It is very interesting to see the Equifax report. Most pertinently that they had processes, tools and policies in place, yet still succumbed in a big way. Risk materialised. A risk that, with what most would deem the basics, and probably more, should have largely been mitigated.
Yet we have a serious problem in the industry. The Equifax story, or certainly situation, could easily be transposed to almost any organisation on the planet.
Many of us in the industry trot on about the basics regularly. I do and am guilty of the following. When we talk about the basics of security, we do forget to factor in that a lot of organisations already have the basics in situ. Don’t get me wrong, some still don’t! In 2018!!!
However, those basics represent a serious legacy that security has to address. The legacy is that the basics of security have been operated poorly for years.
Utterly out of step policies written by security, for security to the detriment of the customer, who lets face it barely bothers to read the nonsense we throw at them anyway. Once a year CBT awareness training that literally does nothing but waste money, time and effort.
Password governance and advice that almost forces the customer into ‘bad practice‘. A complete unknown in terms of assets, users, privileges, protocols, networks. Security, and poor IT, that has also bread ‘shadow IT’; or simply unmet user demand.
Technologies that are criminally underutilised in terms of the functionality that has been paid for, and frankly unloved and uncared for.
It is this legacy of poorly operated security that makes ‘doing the basics’ really, really hard.

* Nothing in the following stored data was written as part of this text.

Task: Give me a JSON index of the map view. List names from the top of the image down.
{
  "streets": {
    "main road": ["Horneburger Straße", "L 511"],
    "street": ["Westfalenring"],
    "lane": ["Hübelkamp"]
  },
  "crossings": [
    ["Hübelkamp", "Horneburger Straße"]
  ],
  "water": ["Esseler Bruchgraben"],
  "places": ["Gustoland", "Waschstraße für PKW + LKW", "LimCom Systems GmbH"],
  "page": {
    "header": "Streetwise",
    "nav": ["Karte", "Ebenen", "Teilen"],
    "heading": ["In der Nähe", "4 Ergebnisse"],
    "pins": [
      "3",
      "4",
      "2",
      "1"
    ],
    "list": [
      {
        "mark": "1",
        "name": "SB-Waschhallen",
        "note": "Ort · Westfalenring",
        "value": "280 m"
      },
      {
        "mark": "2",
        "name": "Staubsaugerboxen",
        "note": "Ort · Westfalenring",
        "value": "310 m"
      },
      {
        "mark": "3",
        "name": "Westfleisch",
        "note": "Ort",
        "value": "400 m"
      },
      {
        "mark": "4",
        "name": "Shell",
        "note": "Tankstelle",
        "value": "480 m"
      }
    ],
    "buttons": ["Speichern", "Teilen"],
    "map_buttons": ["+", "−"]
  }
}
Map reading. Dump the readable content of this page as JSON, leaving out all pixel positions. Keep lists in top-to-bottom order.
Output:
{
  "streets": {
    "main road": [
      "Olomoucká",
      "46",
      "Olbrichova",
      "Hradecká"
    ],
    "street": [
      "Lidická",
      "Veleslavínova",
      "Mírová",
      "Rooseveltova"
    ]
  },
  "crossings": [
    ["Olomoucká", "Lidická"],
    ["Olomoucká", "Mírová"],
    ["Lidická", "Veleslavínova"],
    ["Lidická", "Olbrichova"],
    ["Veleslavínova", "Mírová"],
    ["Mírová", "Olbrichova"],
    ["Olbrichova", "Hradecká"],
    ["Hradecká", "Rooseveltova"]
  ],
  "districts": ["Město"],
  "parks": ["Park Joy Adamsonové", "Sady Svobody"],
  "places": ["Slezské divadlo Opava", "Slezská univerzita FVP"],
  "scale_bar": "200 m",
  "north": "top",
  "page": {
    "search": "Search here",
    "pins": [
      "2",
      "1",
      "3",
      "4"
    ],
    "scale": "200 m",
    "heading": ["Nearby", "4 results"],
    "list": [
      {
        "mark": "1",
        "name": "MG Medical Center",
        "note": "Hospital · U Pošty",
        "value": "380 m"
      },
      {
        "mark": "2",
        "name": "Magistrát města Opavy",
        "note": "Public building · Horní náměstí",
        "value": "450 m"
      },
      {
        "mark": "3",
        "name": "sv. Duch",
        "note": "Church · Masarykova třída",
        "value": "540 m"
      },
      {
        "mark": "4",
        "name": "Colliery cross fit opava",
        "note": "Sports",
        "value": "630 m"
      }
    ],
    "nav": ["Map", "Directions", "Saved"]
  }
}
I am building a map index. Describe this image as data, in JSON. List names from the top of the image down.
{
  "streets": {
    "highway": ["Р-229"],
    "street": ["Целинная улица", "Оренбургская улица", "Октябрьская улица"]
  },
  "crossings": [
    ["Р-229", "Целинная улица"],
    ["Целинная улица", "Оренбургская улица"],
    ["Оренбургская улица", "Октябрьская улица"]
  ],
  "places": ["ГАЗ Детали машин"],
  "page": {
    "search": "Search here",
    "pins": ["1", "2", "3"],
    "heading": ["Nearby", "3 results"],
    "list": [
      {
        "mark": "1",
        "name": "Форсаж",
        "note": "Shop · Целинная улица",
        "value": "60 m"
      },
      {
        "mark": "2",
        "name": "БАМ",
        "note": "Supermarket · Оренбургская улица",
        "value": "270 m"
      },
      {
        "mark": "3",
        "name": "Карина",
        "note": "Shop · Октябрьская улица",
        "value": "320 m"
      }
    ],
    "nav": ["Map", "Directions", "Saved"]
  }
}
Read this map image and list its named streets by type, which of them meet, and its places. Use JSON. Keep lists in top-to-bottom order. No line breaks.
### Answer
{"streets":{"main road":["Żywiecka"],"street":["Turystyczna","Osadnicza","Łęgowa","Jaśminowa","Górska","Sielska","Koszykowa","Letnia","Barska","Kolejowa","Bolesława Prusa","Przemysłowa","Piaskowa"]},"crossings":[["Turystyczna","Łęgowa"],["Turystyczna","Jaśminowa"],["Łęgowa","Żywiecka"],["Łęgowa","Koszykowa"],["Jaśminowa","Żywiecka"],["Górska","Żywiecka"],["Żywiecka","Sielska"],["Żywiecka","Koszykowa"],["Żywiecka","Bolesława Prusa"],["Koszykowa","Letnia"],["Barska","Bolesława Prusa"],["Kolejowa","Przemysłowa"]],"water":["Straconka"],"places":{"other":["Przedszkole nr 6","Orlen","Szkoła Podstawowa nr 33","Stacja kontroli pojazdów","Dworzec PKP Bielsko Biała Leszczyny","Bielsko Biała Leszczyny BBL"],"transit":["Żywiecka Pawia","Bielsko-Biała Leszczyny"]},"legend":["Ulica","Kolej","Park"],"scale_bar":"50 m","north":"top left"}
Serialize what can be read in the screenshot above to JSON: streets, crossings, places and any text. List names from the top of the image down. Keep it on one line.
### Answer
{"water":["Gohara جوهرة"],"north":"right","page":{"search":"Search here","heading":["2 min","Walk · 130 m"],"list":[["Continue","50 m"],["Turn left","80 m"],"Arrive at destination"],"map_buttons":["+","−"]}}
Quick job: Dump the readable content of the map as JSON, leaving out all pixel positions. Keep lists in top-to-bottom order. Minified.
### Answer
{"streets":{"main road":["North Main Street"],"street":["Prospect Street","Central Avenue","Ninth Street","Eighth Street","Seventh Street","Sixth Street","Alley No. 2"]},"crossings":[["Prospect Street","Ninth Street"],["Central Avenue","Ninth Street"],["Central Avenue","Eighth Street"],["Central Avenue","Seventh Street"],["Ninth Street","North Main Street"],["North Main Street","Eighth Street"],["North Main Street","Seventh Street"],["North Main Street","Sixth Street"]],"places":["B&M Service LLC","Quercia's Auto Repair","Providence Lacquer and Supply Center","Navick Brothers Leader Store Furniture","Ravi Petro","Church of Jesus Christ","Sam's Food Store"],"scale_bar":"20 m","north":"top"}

That is also confounded by a need to accelerate the adoption of new ways of working, technology, methodologies, digital et al.
So, with shaky foundations in dire need of restoration, whilst the house keeps shifting direction and changing shape and dynamics.
If doing the basics was easy, we’d all do it. Many have actually. Badly. With best intentions, albeit with, in all likelihood, poorly articulated risk based on theoretical one-off assessments, and left to drift.
Technologies that are poorly managed, if at all, once they have entered operation. Firewalls drift, we all know that. They start with necessary ports and protocols only and over time drift to, as near as damnit, ANY ANY.
Despite of change governance and risk management being in operation. Which does beg a question as to what use they serve.
The same can be said of most security controls, people, process and technological. We let them drift, whilst some still take comfort in the fact that they are there, but when we look in the cold light of day, how many would actually be deemed effective?
And that’s before we factor in the shifting risk landscape, which in the majority we fail to actually manage.
And now we find ourselves in the position of needing to retrofit basic security, that actually works in business operation (and not to the detriment of the customer), which is nigh on impossible. Or seemingly so.
And of course, it is damn hard to get budget to fix all the stuff that is already there and should be working optimally by now. If we are even aware of the sub-optimal nature of our comfort blanket of security controls.
This goes way beyond just patching, which in itself can be a bloody art form!
I’m sure if you could start again, you’d do things differently, but we do not get that luxury. We are where we are. That’s not a great place to be for many an organisation.
So, do not be surprised when the next big breach happens. Nor be quick to point the finger. This could be almost any organisation. The failings at Equifax are extremely serious, but in no way should they been seen in isolation.
There is a common denominator in the plethora of breaches, and it is not what certain groups will want you to think, which is that it is down to the continued rise in sophistication of adversaries.
It is down to a legacy of poorly defined and operated security. If one thing has to change it is this.
Adversaries are getting more sophisticated, as is technology, the tools at their disposal, their awareness, their abilities. The same can be said of defenders. However, adversaries are not held back by this overarching legacy that we in security often inherit.
We do need to get back to basics, but also empathise, in that we know the basics is bloody hard, especially so with a legacy of poorly operated security.
This is no quick fix. No magic bullet. No 5th generation widget that will solve our ills. There is incremental and well thought out change that leads to improvements. But that also needs to be maintained or it will simply drift too.
We can use things to our advantage, to accelerate the change, like existing digital transformation programmes, though this has to be with well-articulated risks, including the parameters that make up such risks and be built into the design………and operated well!